Le tableau présenté ci-haut fait toutefois prendre conscience du caractère hautement volatil de ces fusions et de ces acquisitions au fil des années. De fait, si 2013 a constitué une année de vaches maigres, 2015 fut l’année de tous les records à ce chapitre, la valeur des fusions et des acquisitions, une fois conclues, s’élevant à tout près de cinq trillions USD!

Qu’est-ce qui peut expliquer de telles fluctuations? Les cycles inhérents à de tels mouvements auraient beaucoup à voir… avec la psychologie humaine, notamment celle des dirigeants ! En effet, car au-delà des visées stratégiques formulées ou des occasions d’affaires identifiées par les dirigeants d’entreprise, il appert que le climat économique et financier général pourrait tout aussi bien expliquer les hauts et les bas des fusions et des acquisitions. Lorsque l’économie va généralement bien, on constate un accroissement du nombre et de la valeur des fusions et des acquisitions. Et l’inverse est tout aussi vrai!

Si les fusions et les acquisitions peuvent donc partiellement s’expliquer par un effet de mode, la pression à suivre, ou ne pas suivre, cette mode n’en demeure par moins forte pour celles et ceux qui ont à initier, à piloter et à conclure ces méga-transactions. On sait à quel point une quelconque mode peut parfois imposer ses diktats! Quoi qu’il en soit, ces mêmes dirigeants sont parfois « poussés » bien malgré eux vers ces unions, du fait de la pression des actionnaires qui entrevoient un contexte propice pour mettre le grappin sur une entreprise, ou une occasion de s’implanter dans un nouveau marché. Parfois, les médias spécialisés ajoutent à cette pression en critiquant l’immobilisme d’une entreprise, ou la chance ratée d’une autre entreprise… Rien de bien simple pour ces dirigeants, qui jonglent avec des milliards de dollars et le bien-être de centaines de milliers d’employés et d’actionnaires! Car les conséquences d’un divorce peuvent être immenses, à tous points de vue!

Unis pour la vie?

Une fusion ou une acquisition, c’est un mariage entre deux organisations. Quelle qu’en soit la motivation profonde (la raison, la passion ou le pognon!), il n’en demeure pas moins que le taux de succès de telles ententes demeure relativement modeste.

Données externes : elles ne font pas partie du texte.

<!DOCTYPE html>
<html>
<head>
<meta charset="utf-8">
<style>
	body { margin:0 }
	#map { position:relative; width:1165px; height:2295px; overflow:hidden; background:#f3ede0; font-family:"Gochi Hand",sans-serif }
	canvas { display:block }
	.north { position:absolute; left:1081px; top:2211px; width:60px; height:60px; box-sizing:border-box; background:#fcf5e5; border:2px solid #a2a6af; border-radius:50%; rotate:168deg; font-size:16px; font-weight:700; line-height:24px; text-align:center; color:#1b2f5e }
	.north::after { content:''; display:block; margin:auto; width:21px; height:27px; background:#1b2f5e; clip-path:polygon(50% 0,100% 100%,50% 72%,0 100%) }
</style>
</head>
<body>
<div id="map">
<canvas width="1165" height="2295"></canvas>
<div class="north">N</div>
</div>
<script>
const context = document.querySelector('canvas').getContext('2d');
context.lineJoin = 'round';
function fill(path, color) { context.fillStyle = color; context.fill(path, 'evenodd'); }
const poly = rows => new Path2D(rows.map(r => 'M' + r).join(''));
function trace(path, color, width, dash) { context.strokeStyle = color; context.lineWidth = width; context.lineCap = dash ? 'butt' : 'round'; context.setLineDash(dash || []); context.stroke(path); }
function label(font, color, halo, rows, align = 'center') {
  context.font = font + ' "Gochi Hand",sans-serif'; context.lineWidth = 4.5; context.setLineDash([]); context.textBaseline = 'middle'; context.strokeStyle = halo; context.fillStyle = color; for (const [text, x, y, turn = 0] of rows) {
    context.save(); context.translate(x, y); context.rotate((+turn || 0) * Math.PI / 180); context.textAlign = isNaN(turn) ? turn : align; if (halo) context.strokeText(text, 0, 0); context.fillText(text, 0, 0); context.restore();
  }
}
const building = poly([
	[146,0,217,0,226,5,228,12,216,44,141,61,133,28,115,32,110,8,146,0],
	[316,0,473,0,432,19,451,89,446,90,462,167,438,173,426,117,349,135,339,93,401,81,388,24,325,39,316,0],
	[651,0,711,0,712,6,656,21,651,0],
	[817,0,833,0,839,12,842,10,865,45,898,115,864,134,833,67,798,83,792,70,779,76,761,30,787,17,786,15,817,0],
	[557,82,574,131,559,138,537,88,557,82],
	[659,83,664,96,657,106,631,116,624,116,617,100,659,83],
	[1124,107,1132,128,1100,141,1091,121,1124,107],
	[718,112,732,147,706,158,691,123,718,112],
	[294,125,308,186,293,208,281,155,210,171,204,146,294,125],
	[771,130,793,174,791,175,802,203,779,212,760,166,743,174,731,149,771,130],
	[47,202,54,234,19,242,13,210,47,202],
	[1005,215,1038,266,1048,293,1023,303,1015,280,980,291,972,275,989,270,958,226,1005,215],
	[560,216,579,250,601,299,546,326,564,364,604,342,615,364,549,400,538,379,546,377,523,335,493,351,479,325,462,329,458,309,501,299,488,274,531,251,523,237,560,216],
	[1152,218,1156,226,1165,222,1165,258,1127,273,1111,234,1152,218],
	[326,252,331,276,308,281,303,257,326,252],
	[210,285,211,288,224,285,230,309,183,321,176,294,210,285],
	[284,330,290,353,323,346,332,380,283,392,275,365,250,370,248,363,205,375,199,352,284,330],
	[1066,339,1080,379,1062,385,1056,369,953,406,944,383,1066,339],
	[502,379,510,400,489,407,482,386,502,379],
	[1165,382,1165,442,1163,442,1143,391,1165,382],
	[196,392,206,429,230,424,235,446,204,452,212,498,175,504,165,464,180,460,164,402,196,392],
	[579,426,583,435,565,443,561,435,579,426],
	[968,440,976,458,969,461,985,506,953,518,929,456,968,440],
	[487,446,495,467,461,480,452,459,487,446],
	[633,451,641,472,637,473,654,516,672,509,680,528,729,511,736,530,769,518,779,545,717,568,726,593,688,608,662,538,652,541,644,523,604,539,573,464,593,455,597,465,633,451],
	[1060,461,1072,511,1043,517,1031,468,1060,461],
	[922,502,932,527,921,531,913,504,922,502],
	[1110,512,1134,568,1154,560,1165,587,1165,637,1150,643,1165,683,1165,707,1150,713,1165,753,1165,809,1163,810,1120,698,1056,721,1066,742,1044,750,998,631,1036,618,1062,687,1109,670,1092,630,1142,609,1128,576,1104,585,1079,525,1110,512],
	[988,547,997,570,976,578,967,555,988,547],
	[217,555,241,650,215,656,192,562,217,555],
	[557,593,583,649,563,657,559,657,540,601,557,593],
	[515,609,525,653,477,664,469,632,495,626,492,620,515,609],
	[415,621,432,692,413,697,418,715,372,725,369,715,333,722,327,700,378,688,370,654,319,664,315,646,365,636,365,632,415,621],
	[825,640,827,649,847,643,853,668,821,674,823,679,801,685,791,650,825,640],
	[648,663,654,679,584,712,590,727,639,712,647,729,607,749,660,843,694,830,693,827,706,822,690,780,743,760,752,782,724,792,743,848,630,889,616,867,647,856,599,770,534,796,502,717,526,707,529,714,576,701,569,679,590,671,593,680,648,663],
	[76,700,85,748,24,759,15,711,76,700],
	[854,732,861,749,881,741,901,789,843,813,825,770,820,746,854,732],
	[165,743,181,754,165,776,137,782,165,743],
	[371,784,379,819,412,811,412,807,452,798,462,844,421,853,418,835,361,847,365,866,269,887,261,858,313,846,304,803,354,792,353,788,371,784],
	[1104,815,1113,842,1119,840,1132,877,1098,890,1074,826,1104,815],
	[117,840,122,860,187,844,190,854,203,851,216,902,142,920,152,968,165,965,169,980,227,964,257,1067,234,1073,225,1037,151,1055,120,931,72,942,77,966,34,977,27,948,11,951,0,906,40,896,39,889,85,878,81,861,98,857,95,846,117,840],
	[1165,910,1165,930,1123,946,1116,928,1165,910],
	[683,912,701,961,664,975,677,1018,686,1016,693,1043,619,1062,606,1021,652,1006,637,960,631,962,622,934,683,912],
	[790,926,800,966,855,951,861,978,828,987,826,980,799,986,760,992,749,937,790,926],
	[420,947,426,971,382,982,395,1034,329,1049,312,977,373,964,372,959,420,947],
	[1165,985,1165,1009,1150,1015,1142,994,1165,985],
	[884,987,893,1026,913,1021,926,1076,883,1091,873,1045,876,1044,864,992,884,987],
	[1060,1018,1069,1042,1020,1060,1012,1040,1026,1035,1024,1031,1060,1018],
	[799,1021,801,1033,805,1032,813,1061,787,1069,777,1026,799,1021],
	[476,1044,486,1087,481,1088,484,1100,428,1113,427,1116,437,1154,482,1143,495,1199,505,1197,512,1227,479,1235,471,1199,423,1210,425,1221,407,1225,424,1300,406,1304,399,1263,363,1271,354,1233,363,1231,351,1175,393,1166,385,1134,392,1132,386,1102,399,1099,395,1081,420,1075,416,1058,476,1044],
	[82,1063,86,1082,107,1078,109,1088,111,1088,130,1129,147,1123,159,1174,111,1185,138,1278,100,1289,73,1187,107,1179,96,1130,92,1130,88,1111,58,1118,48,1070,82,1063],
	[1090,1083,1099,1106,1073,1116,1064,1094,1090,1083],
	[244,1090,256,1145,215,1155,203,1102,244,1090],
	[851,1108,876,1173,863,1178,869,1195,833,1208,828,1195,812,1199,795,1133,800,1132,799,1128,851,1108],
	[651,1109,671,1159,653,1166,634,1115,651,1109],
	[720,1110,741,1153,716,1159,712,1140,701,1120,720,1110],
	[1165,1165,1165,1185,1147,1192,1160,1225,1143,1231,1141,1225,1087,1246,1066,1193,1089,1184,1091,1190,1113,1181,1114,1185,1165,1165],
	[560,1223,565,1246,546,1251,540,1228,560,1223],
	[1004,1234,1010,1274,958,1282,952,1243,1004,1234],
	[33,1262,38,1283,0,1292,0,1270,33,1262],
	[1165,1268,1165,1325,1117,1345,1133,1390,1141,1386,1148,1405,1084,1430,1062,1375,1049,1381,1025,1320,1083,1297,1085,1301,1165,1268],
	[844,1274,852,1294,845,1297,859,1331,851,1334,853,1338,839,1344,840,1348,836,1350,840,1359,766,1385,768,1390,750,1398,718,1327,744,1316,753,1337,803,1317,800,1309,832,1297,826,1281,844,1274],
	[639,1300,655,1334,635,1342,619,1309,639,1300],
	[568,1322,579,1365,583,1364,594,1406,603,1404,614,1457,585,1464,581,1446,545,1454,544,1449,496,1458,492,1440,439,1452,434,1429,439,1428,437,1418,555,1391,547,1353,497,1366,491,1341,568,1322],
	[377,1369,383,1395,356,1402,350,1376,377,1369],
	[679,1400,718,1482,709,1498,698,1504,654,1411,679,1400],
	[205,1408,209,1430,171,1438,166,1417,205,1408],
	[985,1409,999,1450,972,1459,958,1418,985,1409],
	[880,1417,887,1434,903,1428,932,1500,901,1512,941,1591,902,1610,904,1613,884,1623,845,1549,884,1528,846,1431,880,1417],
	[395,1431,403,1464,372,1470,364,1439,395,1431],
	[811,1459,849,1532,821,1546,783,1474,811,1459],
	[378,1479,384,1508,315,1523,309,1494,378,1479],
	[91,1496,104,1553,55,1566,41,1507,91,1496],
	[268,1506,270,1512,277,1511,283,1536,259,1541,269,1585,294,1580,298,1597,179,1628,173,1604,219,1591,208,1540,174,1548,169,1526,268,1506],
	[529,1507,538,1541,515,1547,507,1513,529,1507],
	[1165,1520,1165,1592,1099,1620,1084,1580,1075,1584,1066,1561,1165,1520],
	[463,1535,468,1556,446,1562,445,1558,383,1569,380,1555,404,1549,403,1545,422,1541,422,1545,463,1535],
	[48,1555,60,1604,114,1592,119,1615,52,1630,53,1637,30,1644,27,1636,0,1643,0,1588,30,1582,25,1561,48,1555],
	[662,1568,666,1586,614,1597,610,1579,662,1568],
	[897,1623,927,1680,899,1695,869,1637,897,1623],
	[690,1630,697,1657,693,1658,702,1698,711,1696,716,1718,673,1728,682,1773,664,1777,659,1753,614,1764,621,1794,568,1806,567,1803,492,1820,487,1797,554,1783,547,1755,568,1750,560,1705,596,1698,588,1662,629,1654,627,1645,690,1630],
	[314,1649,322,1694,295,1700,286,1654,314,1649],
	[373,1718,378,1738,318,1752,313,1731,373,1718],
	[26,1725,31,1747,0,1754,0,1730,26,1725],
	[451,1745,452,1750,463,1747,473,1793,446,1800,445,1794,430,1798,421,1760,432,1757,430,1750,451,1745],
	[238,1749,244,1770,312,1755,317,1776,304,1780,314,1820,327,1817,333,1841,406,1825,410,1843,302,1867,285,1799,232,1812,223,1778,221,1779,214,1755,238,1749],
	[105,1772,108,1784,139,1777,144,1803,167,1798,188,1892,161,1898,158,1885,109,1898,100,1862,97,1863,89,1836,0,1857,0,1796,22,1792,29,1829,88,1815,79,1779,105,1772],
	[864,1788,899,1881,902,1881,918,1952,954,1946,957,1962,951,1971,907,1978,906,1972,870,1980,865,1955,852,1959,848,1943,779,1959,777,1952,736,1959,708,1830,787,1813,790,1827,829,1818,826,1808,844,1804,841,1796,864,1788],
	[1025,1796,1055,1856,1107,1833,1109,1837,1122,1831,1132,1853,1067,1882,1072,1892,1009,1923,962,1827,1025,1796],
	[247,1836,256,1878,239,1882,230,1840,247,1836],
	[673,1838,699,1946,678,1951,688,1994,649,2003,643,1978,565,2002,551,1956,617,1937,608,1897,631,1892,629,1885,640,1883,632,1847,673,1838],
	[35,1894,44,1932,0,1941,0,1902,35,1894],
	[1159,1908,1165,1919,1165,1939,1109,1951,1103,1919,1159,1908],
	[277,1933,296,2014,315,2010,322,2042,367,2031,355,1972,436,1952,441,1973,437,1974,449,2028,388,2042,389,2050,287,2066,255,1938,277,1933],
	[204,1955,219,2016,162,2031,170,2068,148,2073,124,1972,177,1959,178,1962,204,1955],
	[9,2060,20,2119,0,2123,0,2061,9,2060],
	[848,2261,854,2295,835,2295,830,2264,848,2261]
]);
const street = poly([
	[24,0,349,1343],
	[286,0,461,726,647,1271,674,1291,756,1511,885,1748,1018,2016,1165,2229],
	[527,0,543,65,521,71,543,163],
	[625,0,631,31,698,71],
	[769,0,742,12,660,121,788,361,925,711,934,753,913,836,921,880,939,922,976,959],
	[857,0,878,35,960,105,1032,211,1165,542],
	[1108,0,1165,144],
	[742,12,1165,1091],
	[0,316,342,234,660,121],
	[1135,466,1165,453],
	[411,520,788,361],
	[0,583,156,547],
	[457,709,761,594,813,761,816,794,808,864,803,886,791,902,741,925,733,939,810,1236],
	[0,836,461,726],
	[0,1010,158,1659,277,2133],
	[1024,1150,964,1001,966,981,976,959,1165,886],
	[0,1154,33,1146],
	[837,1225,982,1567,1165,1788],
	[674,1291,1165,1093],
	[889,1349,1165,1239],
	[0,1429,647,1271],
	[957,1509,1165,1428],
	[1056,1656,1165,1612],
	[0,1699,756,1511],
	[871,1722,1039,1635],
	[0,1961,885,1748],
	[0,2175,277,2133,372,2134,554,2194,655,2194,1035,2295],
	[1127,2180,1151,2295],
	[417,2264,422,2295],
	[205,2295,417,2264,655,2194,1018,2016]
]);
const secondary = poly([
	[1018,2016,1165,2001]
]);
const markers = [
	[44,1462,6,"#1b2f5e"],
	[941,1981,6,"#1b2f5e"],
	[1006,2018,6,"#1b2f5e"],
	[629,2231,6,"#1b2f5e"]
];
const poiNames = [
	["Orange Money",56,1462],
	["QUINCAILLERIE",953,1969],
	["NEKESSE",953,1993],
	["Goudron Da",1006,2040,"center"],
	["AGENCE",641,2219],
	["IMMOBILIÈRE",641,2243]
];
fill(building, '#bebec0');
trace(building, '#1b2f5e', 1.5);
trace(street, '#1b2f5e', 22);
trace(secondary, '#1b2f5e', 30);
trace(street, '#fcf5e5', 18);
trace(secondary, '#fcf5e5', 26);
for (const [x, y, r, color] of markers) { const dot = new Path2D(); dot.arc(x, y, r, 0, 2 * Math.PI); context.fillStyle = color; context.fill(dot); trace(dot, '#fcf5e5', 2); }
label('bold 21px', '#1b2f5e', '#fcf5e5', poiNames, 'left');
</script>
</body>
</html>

Bien qu’il n’existe pas de consensus à cet effet, les différentes études menées sur la longévité des fusions et des acquisitions révèlent que celles-ci échouent généralement à moyen et à long terme, dans une proportion allant de 50 % à 70 %! Certes, il existe des alliances solides qui performent et qui satisfont la plupart des attentes de leurs parties prenantes respectives : Renault et Nissan (automobile), Air France et KLM (aviation civile), Disney et Pixar (cinéma), Exxon et Mobil (pétrole) sont de celles-ci. Mais d’autres se sont également révélées plutôt catastrophiques : Daimler Benz et Chrysler (automobile), AOL (American Online) et Time Warner (médias) faisant maintenant partie des histoires qui ont mal tourné… Comme quoi la vie à deux, ce n’est jamais donné!